Der World Atlas of Linguistic Structures (WALS) erfasst die Strukturen und Besonderheiten einer unglaublich großen Zahl von Sprachen und hat sie als ein gigantomanisches Kartenwerk herausgegeben. Dort kann man dann nachschauen, wo auf der Welt am häufigsten ungewöhnliche Konsontanten (dies ist die Seite, wo die Karte erklärt wird, bitte hier und bei allen folgenden verlinkten Beispielen weiterklicken auf „show map“) vorkommen, in welchen Sprachen es zum Beispiel welche Arten von Negation gibt und wie diese auf der Welt verteilt sind.
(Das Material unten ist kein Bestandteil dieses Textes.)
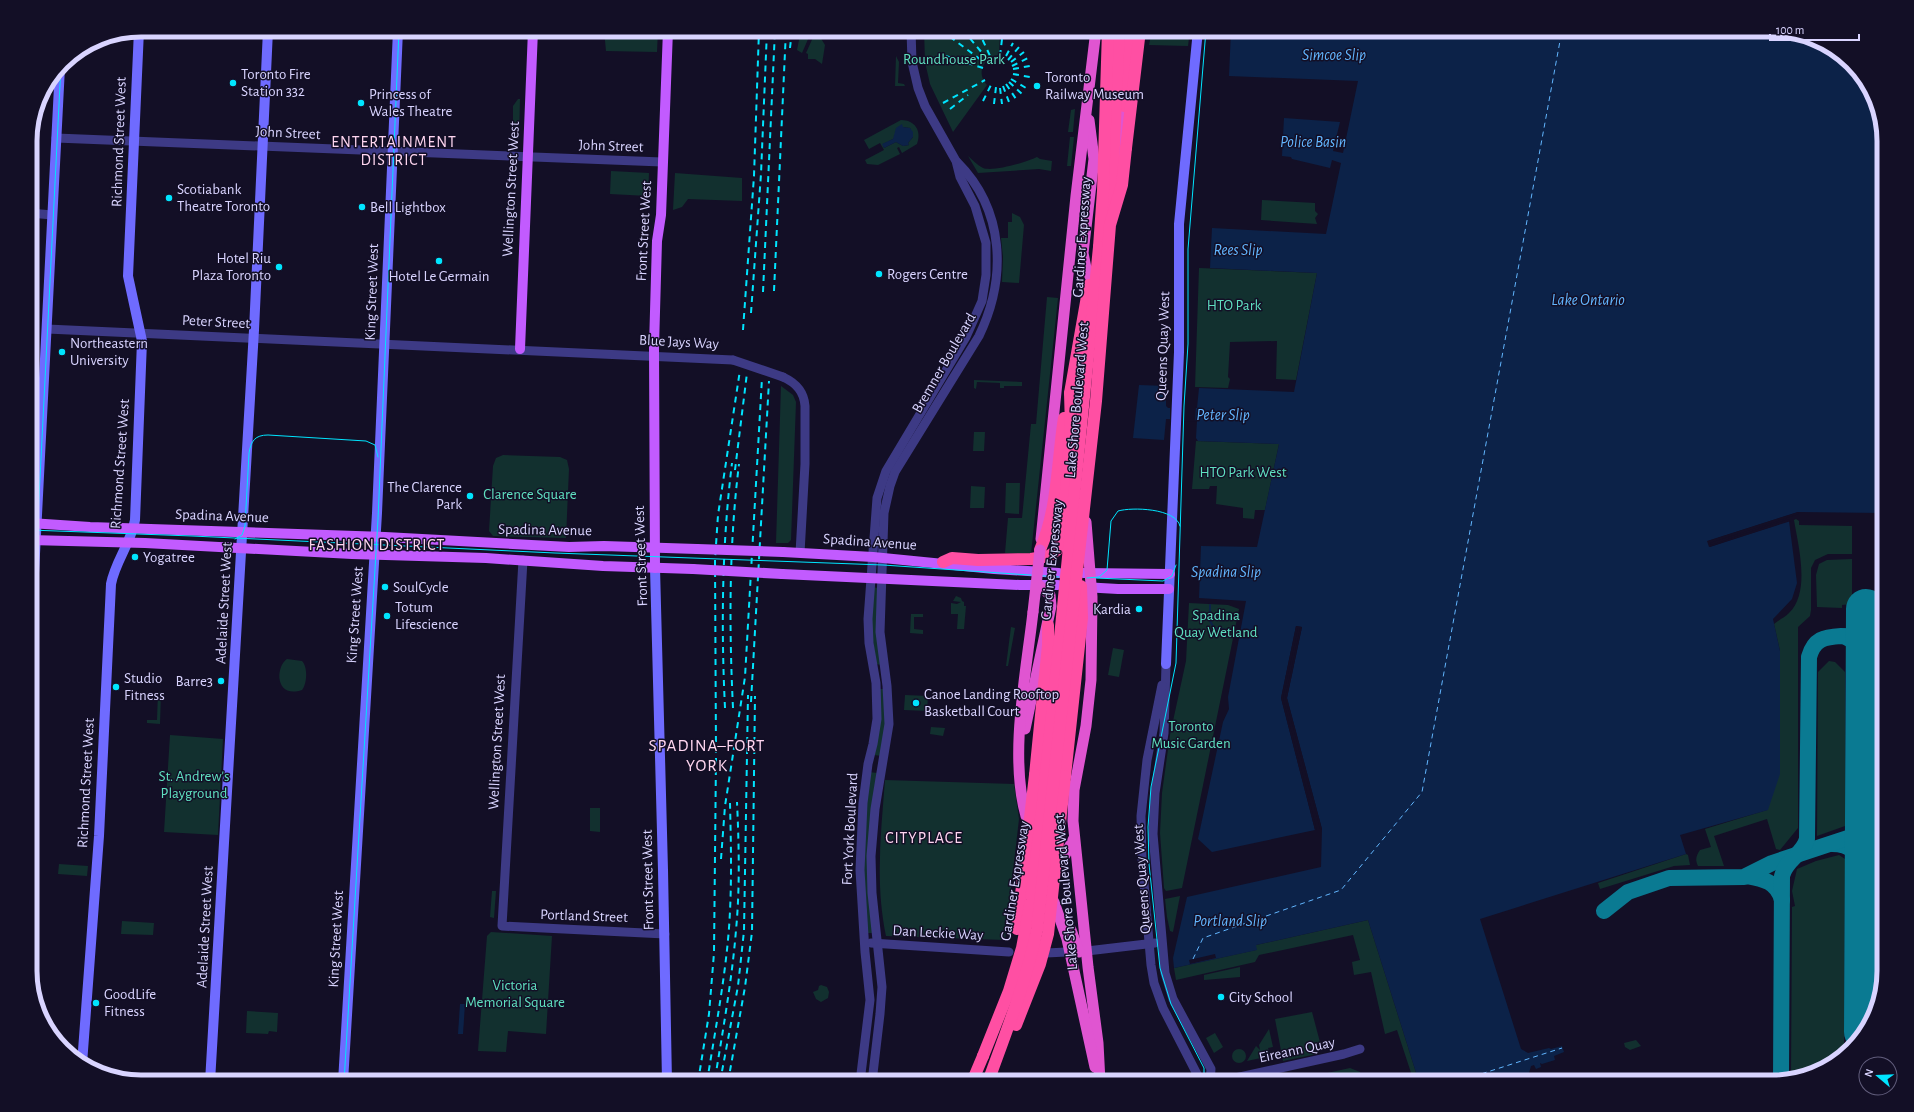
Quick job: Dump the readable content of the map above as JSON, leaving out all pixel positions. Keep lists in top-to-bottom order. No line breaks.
{"streets":{"highway":["Gardiner Expressway","Lake Shore Boulevard West"],"main road":["Richmond Street West","Wellington Street West","Front Street West","King Street West","Queens Quay West","Spadina Avenue","Adelaide Street West"],"street":["John Street","Peter Street","Blue Jays Way","Bremner Boulevard","Fort York Boulevard","Portland Street","Dan Leckie Way","Eireann Quay"]},"crossings":[["John Street","Richmond Street West"],["John Street","Wellington Street West"],["John Street","Front Street West"],["John Street","King Street West"],["John Street","Adelaide Street West"],["Richmond Street West","Peter Street"],["Richmond Street West","Spadina Avenue"],["Wellington Street West","Blue Jays Way"],["Wellington Street West","Spadina Avenue"],["Wellington Street West","Portland Street"],["Front Street West","Blue Jays Way"],["Front Street West","Spadina Avenue"],["Front Street West","Portland Street"],["King Street West","Peter Street"],["King Street West","Blue Jays Way"],["King Street West","Spadina Avenue"],["Peter Street","Blue Jays Way"],["Peter Street","Adelaide Street West"],["Blue Jays Way","Spadina Avenue"],["Bremner Boulevard","Spadina Avenue"],["Bremner Boulevard","Fort York Boulevard"],["Spadina Avenue","Adelaide Street West"],["Spadina Avenue","Fort York Boulevard"],["Fort York Boulevard","Dan Leckie Way"]],"districts":["ENTERTAINMENT DISTRICT","FASHION DISTRICT","SPADINA–FORT YORK","CITYPLACE"],"water":["Simcoe Slip","Police Basin","Rees Slip","Lake Ontario","Peter Slip","Spadina Slip","Portland Slip"],"parks":["Roundhouse Park","HTO Park","HTO Park West","Clarence Square","Spadina Quay Wetland","Toronto Music Garden","St. Andrew's Playground","Victoria Memorial Square"],"places":["Toronto Fire Station 332","Toronto Railway Museum","Princess of Wales Theatre","Scotiabank Theatre Toronto","Bell Lightbox","Hotel Le Germain","Hotel Riu Plaza Toronto","Rogers Centre","Northeastern University","The Clarence Park","Yogatree","SoulCycle","Kardia","Totum Lifescience","Barre3","Studio Fitness","Canoe Landing Rooftop Basketball Court","City School","GoodLife Fitness"],"scale_bar":"100 m","north":"left"}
Genauso kann man auch sehen, welche Zahlensysteme wo in der Welt in welchen Sprachen verankert sind. Einige Sprachen verwenden dabei nämlich nur auf die Körperteile ausgerichtete Zahlensysteme, also zum Beispiel das Wort für „fünf“ ist dann das Wort für „Hand“. Ihr merkt wahrscheinlich schon, es gibt teilweise ziemlichen hardcore Linguisten-Stoff, aber wusstet Ihr zum Beispiel, dass in einigen Sprachen der Welt die Worte für „Hand“ und „Arm“ bzw. für „Finger“ und „Hand“ identisch sind?? Oder wieviele Sprachen auf der Welt Töne haben, ähnlich wie ihr es aus dem Chinesischen vielleicht schon gehört habt? Das sind gar nicht so wenige. Wusstet Ihr, dass eine ganze Reihe von Sprachen Worter redupliziert, als einfach dasselbe Wort zweimal hintereinanderstellt, um zum Beispiel Plural auszudrücken? Oder in welchen Sprachen das Genus-System (= Wortgeschlecht, im Deutschen maskulin, feminin, neutrum bzw. „der, die, das“) auf dem wirklich natürlichen Geschlecht basiert (männlich – weiblich – sächlich, wohlgemerkt: basiert! Ausnahmen bestätigen die Regel, wir Deutschen wollen schließlich auch unseren lieben ausländischen Mitbürgern etwas Spaß lassen 😉 ) und in welchen nicht – und welche Sprachen überhaupt nicht nach Geschlecht unterscheiden (in der Karte sind das die mit den weissen Kreisen).
Und in welchen Sprachen fallen eigentlich die Worter für „Blau“ und „Grün“ zusammen und wieviele grundliegende Farbkategorien /Farbwörter haben die Sprachen dieser Welt eigentlich? Ihr werdet staunen, mit wie wenig Farbworten man auskommen kann. Aber wer kann mir nun sagen, wieviele Wörter die „farbwortärmsten“ Sprachen denn nun haben und wo sie gsprochen werden? 😉 Oder welche Sprachen in ihren Pronomen eine Unterscheidung nach Höflichkeit haben (wie zum Beispiel Deutsch „Du“ – höflicher „Sie).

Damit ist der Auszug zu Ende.